§ Given data
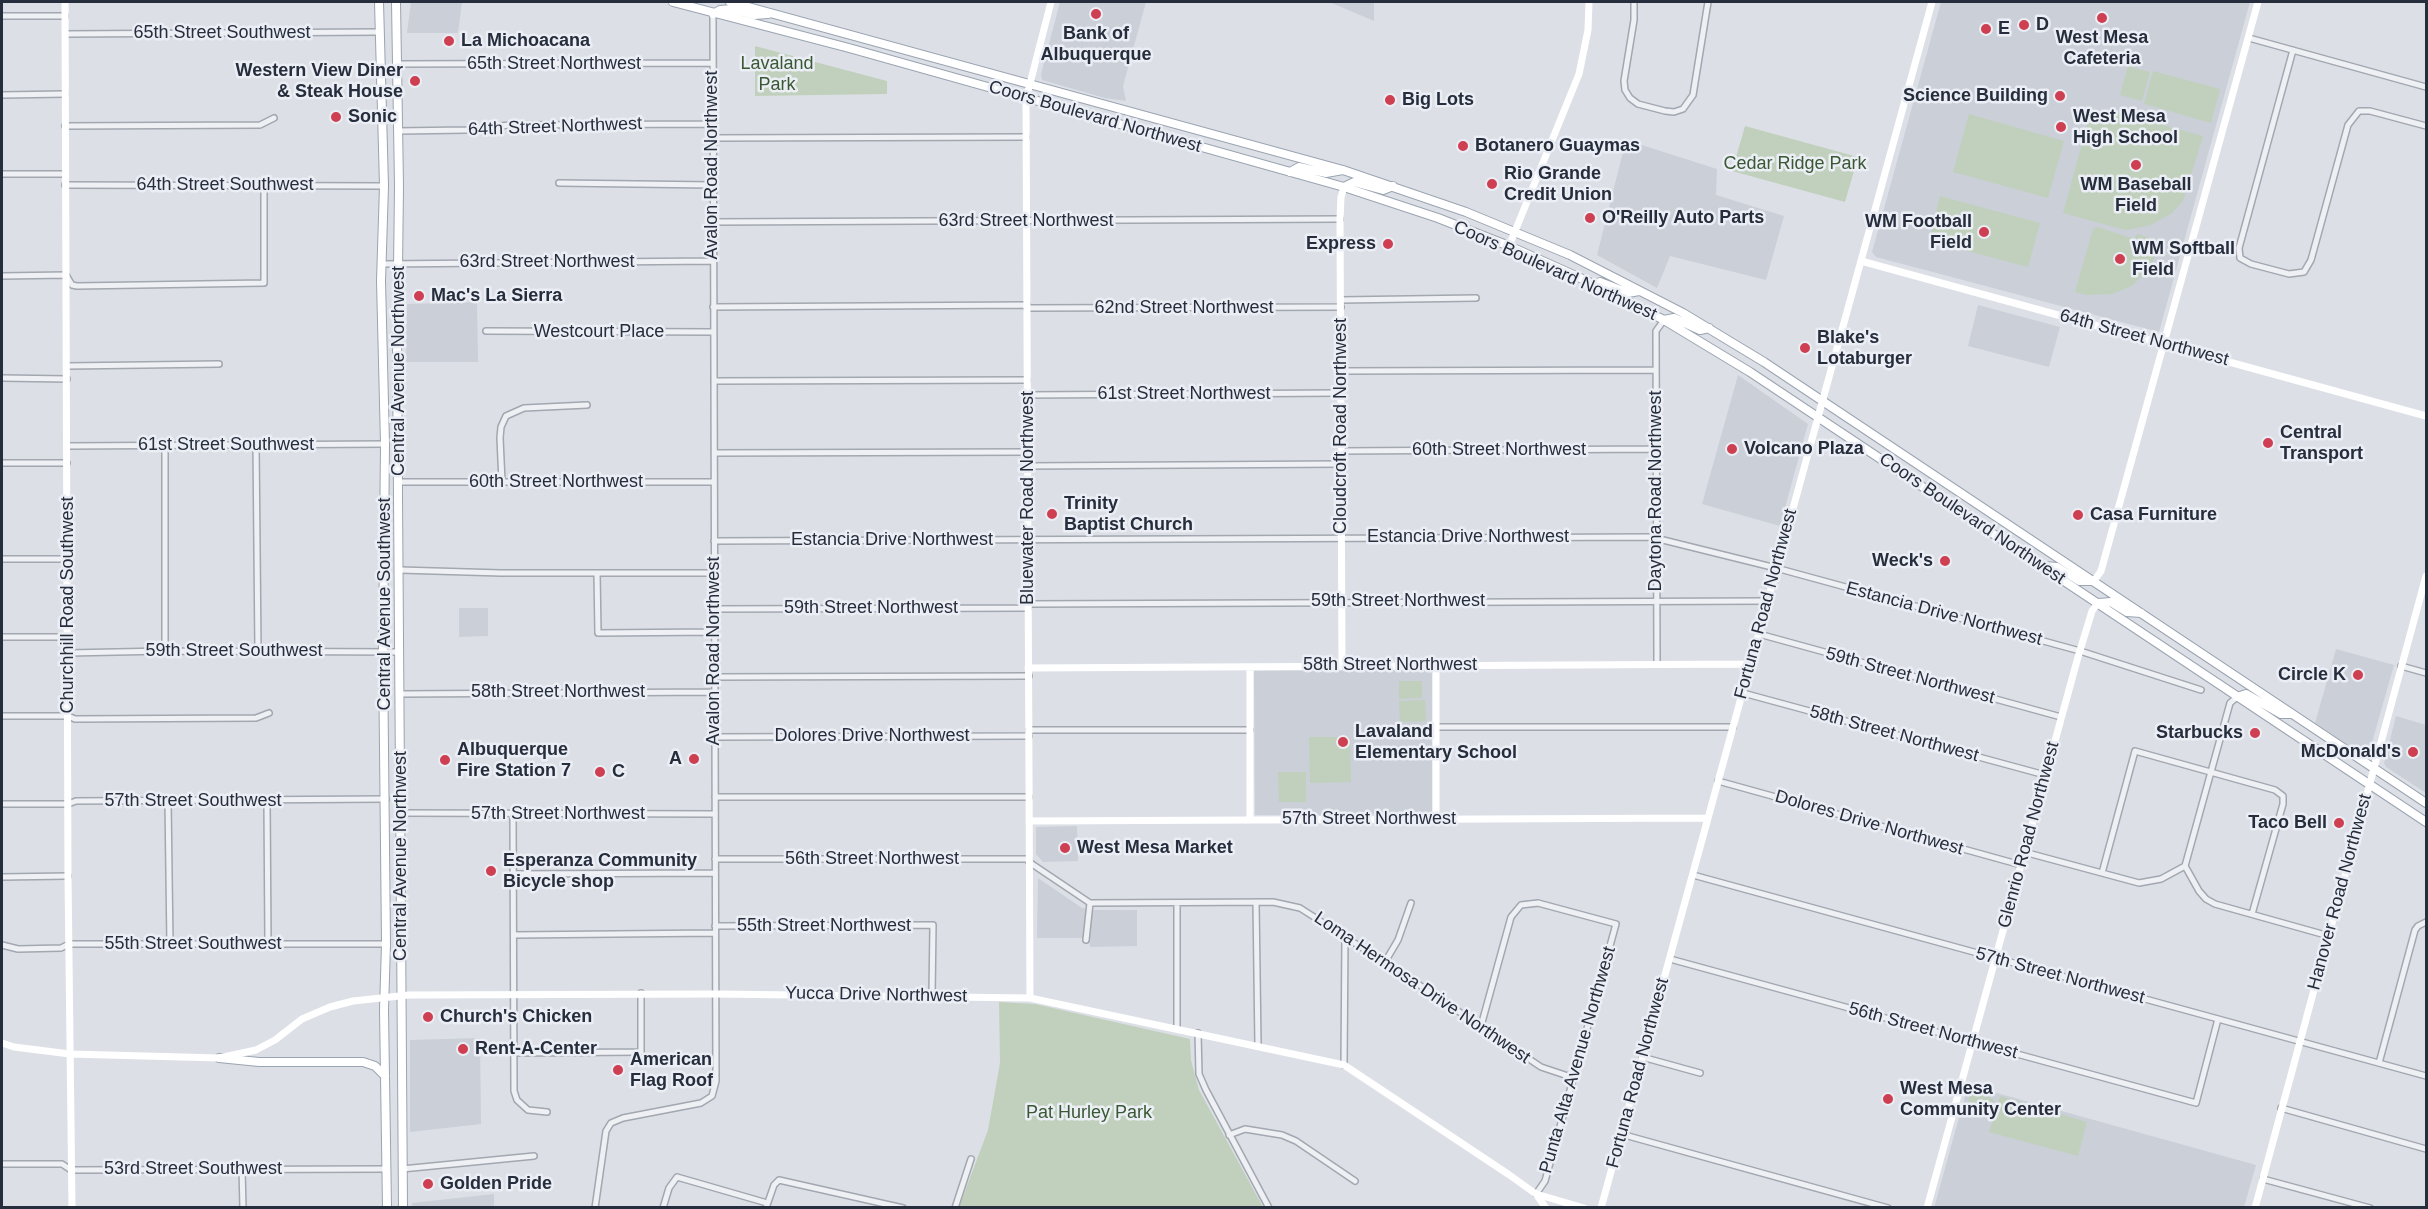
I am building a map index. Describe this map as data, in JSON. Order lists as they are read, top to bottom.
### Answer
{
  "streets": {
    "main road": ["Coors Boulevard Northwest", "Central Avenue Northwest", "Central Avenue Southwest"],
    "street": [
      "65th Street Southwest",
      "65th Street Northwest",
      "64th Street Northwest",
      "Avalon Road Northwest",
      "64th Street Southwest",
      "63rd Street Northwest",
      "62nd Street Northwest",
      "Westcourt Place",
      "61st Street Northwest",
      "Cloudcroft Road Northwest",
      "61st Street Southwest",
      "60th Street Northwest",
      "Daytona Road Northwest",
      "Bluewater Road Northwest",
      "Estancia Drive Northwest",
      "59th Street Northwest",
      "Fortuna Road Northwest",
      "Churchhill Road Southwest",
      "59th Street Southwest",
      "58th Street Northwest",
      "Dolores Drive Northwest",
      "57th Street Southwest",
      "57th Street Northwest",
      "Glenrio Road Northwest",
      "56th Street Northwest",
      "Hanover Road Northwest",
      "55th Street Northwest",
      "55th Street Southwest",
      "Loma Hermosa Drive Northwest",
      "Yucca Drive Northwest",
      "Punta Alta Avenue Northwest",
      "53rd Street Southwest"
    ]
  },
  "crossings": [
    ["65th Street Southwest", "Central Avenue Southwest"],
    ["65th Street Southwest", "Churchhill Road Southwest"],
    ["65th Street Northwest", "Avalon Road Northwest"],
    ["65th Street Northwest", "Central Avenue Northwest"],
    ["Coors Boulevard Northwest", "Avalon Road Northwest"],
    ["Coors Boulevard Northwest", "Cloudcroft Road Northwest"],
    ["Coors Boulevard Northwest", "Daytona Road Northwest"],
    ["Coors Boulevard Northwest", "Bluewater Road Northwest"],
    ["Coors Boulevard Northwest", "Fortuna Road Northwest"],
    ["Coors Boulevard Northwest", "Glenrio Road Northwest"],
    ["Coors Boulevard Northwest", "Hanover Road Northwest"],
    ["64th Street Northwest", "Avalon Road Northwest"],
    ["64th Street Northwest", "Central Avenue Northwest"],
    ["64th Street Northwest", "Fortuna Road Northwest"],
    ["Avalon Road Northwest", "63rd Street Northwest"],
    ["Avalon Road Northwest", "62nd Street Northwest"],
    ["Avalon Road Northwest", "Westcourt Place"],
    ["Avalon Road Northwest", "60th Street Northwest"],
    ["Avalon Road Northwest", "Estancia Drive Northwest"],
    ["Avalon Road Northwest", "59th Street Northwest"],
    ["Avalon Road Northwest", "58th Street Northwest"],
    ["Avalon Road Northwest", "Dolores Drive Northwest"],
    ["Avalon Road Northwest", "57th Street Northwest"],
    ["Avalon Road Northwest", "56th Street Northwest"],
    ["Avalon Road Northwest", "55th Street Northwest"],
    ["Avalon Road Northwest", "Yucca Drive Northwest"],
    ["64th Street Southwest", "Central Avenue Southwest"],
    ["64th Street Southwest", "Churchhill Road Southwest"],
    ["63rd Street Northwest", "Central Avenue Northwest"],
    ["63rd Street Northwest", "Cloudcroft Road Northwest"],
    ["63rd Street Northwest", "Bluewater Road Northwest"],
    ["63rd Street Northwest", "Central Avenue Southwest"],
    ["62nd Street Northwest", "Cloudcroft Road Northwest"],
    ["62nd Street Northwest", "Bluewater Road Northwest"],
    ["Central Avenue Northwest", "60th Street Northwest"],
    ["Central Avenue Northwest", "59th Street Southwest"],
    ["Central Avenue Northwest", "58th Street Northwest"],
    ["Central Avenue Northwest", "57th Street Northwest"],
    ["Central Avenue Northwest", "Yucca Drive Northwest"],
    ["61st Street Northwest", "Cloudcroft Road Northwest"],
    ["61st Street Northwest", "Bluewater Road Northwest"],
    ["Cloudcroft Road Northwest", "60th Street Northwest"],
    ["Cloudcroft Road Northwest", "Estancia Drive Northwest"],
    ["Cloudcroft Road Northwest", "59th Street Northwest"],
    ["Cloudcroft Road Northwest", "58th Street Northwest"],
    ["61st Street Southwest", "Central Avenue Southwest"],
    ["61st Street Southwest", "Churchhill Road Southwest"],
    ["60th Street Northwest", "Daytona Road Northwest"],
    ["Daytona Road Northwest", "Estancia Drive Northwest"],
    ["Daytona Road Northwest", "59th Street Northwest"],
    ["Daytona Road Northwest", "58th Street Northwest"],
    ["Bluewater Road Northwest", "Estancia Drive Northwest"],
    ["Bluewater Road Northwest", "59th Street Northwest"],
    ["Bluewater Road Northwest", "58th Street Northwest"],
    ["Bluewater Road Northwest", "Dolores Drive Northwest"],
    ["Bluewater Road Northwest", "57th Street Northwest"],
    ["Bluewater Road Northwest", "56th Street Northwest"],
    ["Bluewater Road Northwest", "Yucca Drive Northwest"],
    ["Estancia Drive Northwest", "Fortuna Road Northwest"],
    ["Estancia Drive Northwest", "Glenrio Road Northwest"],
    ["59th Street Northwest", "Fortuna Road Northwest"],
    ["59th Street Northwest", "Glenrio Road Northwest"],
    ["Central Avenue Southwest", "59th Street Southwest"],
    ["Central Avenue Southwest", "57th Street Southwest"],
    ["Central Avenue Southwest", "55th Street Southwest"],
    ["Central Avenue Southwest", "Yucca Drive Northwest"],
    ["Central Avenue Southwest", "53rd Street Southwest"],
    ["Fortuna Road Northwest", "58th Street Northwest"],
    ["Fortuna Road Northwest", "Dolores Drive Northwest"],
    ["Fortuna Road Northwest", "57th Street Northwest"],
    ["Fortuna Road Northwest", "56th Street Northwest"],
    ["Churchhill Road Southwest", "59th Street Southwest"],
    ["Churchhill Road Southwest", "57th Street Southwest"],
    ["Churchhill Road Southwest", "55th Street Southwest"],
    ["Churchhill Road Southwest", "Yucca Drive Northwest"],
    ["Churchhill Road Southwest", "53rd Street Southwest"],
    ["58th Street Northwest", "Glenrio Road Northwest"],
    ["Dolores Drive Northwest", "Glenrio Road Northwest"],
    ["57th Street Northwest", "Glenrio Road Northwest"],
    ["57th Street Northwest", "56th Street Northwest"],
    ["57th Street Northwest", "Hanover Road Northwest"],
    ["Glenrio Road Northwest", "56th Street Northwest"],
    ["55th Street Northwest", "Yucca Drive Northwest"],
    ["Loma Hermosa Drive Northwest", "Punta Alta Avenue Northwest"]
  ],
  "parks": ["Lavaland Park", "Cedar Ridge Park", "Pat Hurley Park"],
  "places": [
    "Bank of Albuquerque",
    "West Mesa Cafeteria",
    "D",
    "E",
    "La Michoacana",
    "Western View Diner & Steak House",
    "Science Building",
    "Big Lots",
    "Sonic",
    "West Mesa High School",
    "Botanero Guaymas",
    "WM Baseball Field",
    "Rio Grande Credit Union",
    "O'Reilly Auto Parts",
    "WM Football Field",
    "Express",
    "WM Softball Field",
    "Mac's La Sierra",
    "Blake's Lotaburger",
    "Central Transport",
    "Volcano Plaza",
    "Trinity Baptist Church",
    "Casa Furniture",
    "Weck's",
    "Circle K",
    "Starbucks",
    "Lavaland Elementary School",
    "McDonald's",
    "A",
    "Albuquerque Fire Station 7",
    "C",
    "Taco Bell",
    "West Mesa Market",
    "Esperanza Community Bicycle shop",
    "Church's Chicken",
    "Rent-A-Center",
    "American Flag Roof",
    "West Mesa Community Center",
    "Golden Pride"
  ]
}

§ Activity
With the pictures set aside, please write out all of the records above exactly.

§ Solution for this problem
I am building a map index. Describe this map as data, in JSON. Order lists as they are read, top to bottom.
### Answer
{
  "streets": {
    "main road": ["Coors Boulevard Northwest", "Central Avenue Northwest", "Central Avenue Southwest"],
    "street": [
      "65th Street Southwest",
      "65th Street Northwest",
      "64th Street Northwest",
      "Avalon Road Northwest",
      "64th Street Southwest",
      "63rd Street Northwest",
      "62nd Street Northwest",
      "Westcourt Place",
      "61st Street Northwest",
      "Cloudcroft Road Northwest",
      "61st Street Southwest",
      "60th Street Northwest",
      "Daytona Road Northwest",
      "Bluewater Road Northwest",
      "Estancia Drive Northwest",
      "59th Street Northwest",
      "Fortuna Road Northwest",
      "Churchhill Road Southwest",
      "59th Street Southwest",
      "58th Street Northwest",
      "Dolores Drive Northwest",
      "57th Street Southwest",
      "57th Street Northwest",
      "Glenrio Road Northwest",
      "56th Street Northwest",
      "Hanover Road Northwest",
      "55th Street Northwest",
      "55th Street Southwest",
      "Loma Hermosa Drive Northwest",
      "Yucca Drive Northwest",
      "Punta Alta Avenue Northwest",
      "53rd Street Southwest"
    ]
  },
  "crossings": [
    ["65th Street Southwest", "Central Avenue Southwest"],
    ["65th Street Southwest", "Churchhill Road Southwest"],
    ["65th Street Northwest", "Avalon Road Northwest"],
    ["65th Street Northwest", "Central Avenue Northwest"],
    ["Coors Boulevard Northwest", "Avalon Road Northwest"],
    ["Coors Boulevard Northwest", "Cloudcroft Road Northwest"],
    ["Coors Boulevard Northwest", "Daytona Road Northwest"],
    ["Coors Boulevard Northwest", "Bluewater Road Northwest"],
    ["Coors Boulevard Northwest", "Fortuna Road Northwest"],
    ["Coors Boulevard Northwest", "Glenrio Road Northwest"],
    ["Coors Boulevard Northwest", "Hanover Road Northwest"],
    ["64th Street Northwest", "Avalon Road Northwest"],
    ["64th Street Northwest", "Central Avenue Northwest"],
    ["64th Street Northwest", "Fortuna Road Northwest"],
    ["Avalon Road Northwest", "63rd Street Northwest"],
    ["Avalon Road Northwest", "62nd Street Northwest"],
    ["Avalon Road Northwest", "Westcourt Place"],
    ["Avalon Road Northwest", "60th Street Northwest"],
    ["Avalon Road Northwest", "Estancia Drive Northwest"],
    ["Avalon Road Northwest", "59th Street Northwest"],
    ["Avalon Road Northwest", "58th Street Northwest"],
    ["Avalon Road Northwest", "Dolores Drive Northwest"],
    ["Avalon Road Northwest", "57th Street Northwest"],
    ["Avalon Road Northwest", "56th Street Northwest"],
    ["Avalon Road Northwest", "55th Street Northwest"],
    ["Avalon Road Northwest", "Yucca Drive Northwest"],
    ["64th Street Southwest", "Central Avenue Southwest"],
    ["64th Street Southwest", "Churchhill Road Southwest"],
    ["63rd Street Northwest", "Central Avenue Northwest"],
    ["63rd Street Northwest", "Cloudcroft Road Northwest"],
    ["63rd Street Northwest", "Bluewater Road Northwest"],
    ["63rd Street Northwest", "Central Avenue Southwest"],
    ["62nd Street Northwest", "Cloudcroft Road Northwest"],
    ["62nd Street Northwest", "Bluewater Road Northwest"],
    ["Central Avenue Northwest", "60th Street Northwest"],
    ["Central Avenue Northwest", "59th Street Southwest"],
    ["Central Avenue Northwest", "58th Street Northwest"],
    ["Central Avenue Northwest", "57th Street Northwest"],
    ["Central Avenue Northwest", "Yucca Drive Northwest"],
    ["61st Street Northwest", "Cloudcroft Road Northwest"],
    ["61st Street Northwest", "Bluewater Road Northwest"],
    ["Cloudcroft Road Northwest", "60th Street Northwest"],
    ["Cloudcroft Road Northwest", "Estancia Drive Northwest"],
    ["Cloudcroft Road Northwest", "59th Street Northwest"],
    ["Cloudcroft Road Northwest", "58th Street Northwest"],
    ["61st Street Southwest", "Central Avenue Southwest"],
    ["61st Street Southwest", "Churchhill Road Southwest"],
    ["60th Street Northwest", "Daytona Road Northwest"],
    ["Daytona Road Northwest", "Estancia Drive Northwest"],
    ["Daytona Road Northwest", "59th Street Northwest"],
    ["Daytona Road Northwest", "58th Street Northwest"],
    ["Bluewater Road Northwest", "Estancia Drive Northwest"],
    ["Bluewater Road Northwest", "59th Street Northwest"],
    ["Bluewater Road Northwest", "58th Street Northwest"],
    ["Bluewater Road Northwest", "Dolores Drive Northwest"],
    ["Bluewater Road Northwest", "57th Street Northwest"],
    ["Bluewater Road Northwest", "56th Street Northwest"],
    ["Bluewater Road Northwest", "Yucca Drive Northwest"],
    ["Estancia Drive Northwest", "Fortuna Road Northwest"],
    ["Estancia Drive Northwest", "Glenrio Road Northwest"],
    ["59th Street Northwest", "Fortuna Road Northwest"],
    ["59th Street Northwest", "Glenrio Road Northwest"],
    ["Central Avenue Southwest", "59th Street Southwest"],
    ["Central Avenue Southwest", "57th Street Southwest"],
    ["Central Avenue Southwest", "55th Street Southwest"],
    ["Central Avenue Southwest", "Yucca Drive Northwest"],
    ["Central Avenue Southwest", "53rd Street Southwest"],
    ["Fortuna Road Northwest", "58th Street Northwest"],
    ["Fortuna Road Northwest", "Dolores Drive Northwest"],
    ["Fortuna Road Northwest", "57th Street Northwest"],
    ["Fortuna Road Northwest", "56th Street Northwest"],
    ["Churchhill Road Southwest", "59th Street Southwest"],
    ["Churchhill Road Southwest", "57th Street Southwest"],
    ["Churchhill Road Southwest", "55th Street Southwest"],
    ["Churchhill Road Southwest", "Yucca Drive Northwest"],
    ["Churchhill Road Southwest", "53rd Street Southwest"],
    ["58th Street Northwest", "Glenrio Road Northwest"],
    ["Dolores Drive Northwest", "Glenrio Road Northwest"],
    ["57th Street Northwest", "Glenrio Road Northwest"],
    ["57th Street Northwest", "56th Street Northwest"],
    ["57th Street Northwest", "Hanover Road Northwest"],
    ["Glenrio Road Northwest", "56th Street Northwest"],
    ["55th Street Northwest", "Yucca Drive Northwest"],
    ["Loma Hermosa Drive Northwest", "Punta Alta Avenue Northwest"]
  ],
  "parks": ["Lavaland Park", "Cedar Ridge Park", "Pat Hurley Park"],
  "places": [
    "Bank of Albuquerque",
    "West Mesa Cafeteria",
    "D",
    "E",
    "La Michoacana",
    "Western View Diner & Steak House",
    "Science Building",
    "Big Lots",
    "Sonic",
    "West Mesa High School",
    "Botanero Guaymas",
    "WM Baseball Field",
    "Rio Grande Credit Union",
    "O'Reilly Auto Parts",
    "WM Football Field",
    "Express",
    "WM Softball Field",
    "Mac's La Sierra",
    "Blake's Lotaburger",
    "Central Transport",
    "Volcano Plaza",
    "Trinity Baptist Church",
    "Casa Furniture",
    "Weck's",
    "Circle K",
    "Starbucks",
    "Lavaland Elementary School",
    "McDonald's",
    "A",
    "Albuquerque Fire Station 7",
    "C",
    "Taco Bell",
    "West Mesa Market",
    "Esperanza Community Bicycle shop",
    "Church's Chicken",
    "Rent-A-Center",
    "American Flag Roof",
    "West Mesa Community Center",
    "Golden Pride"
  ]
}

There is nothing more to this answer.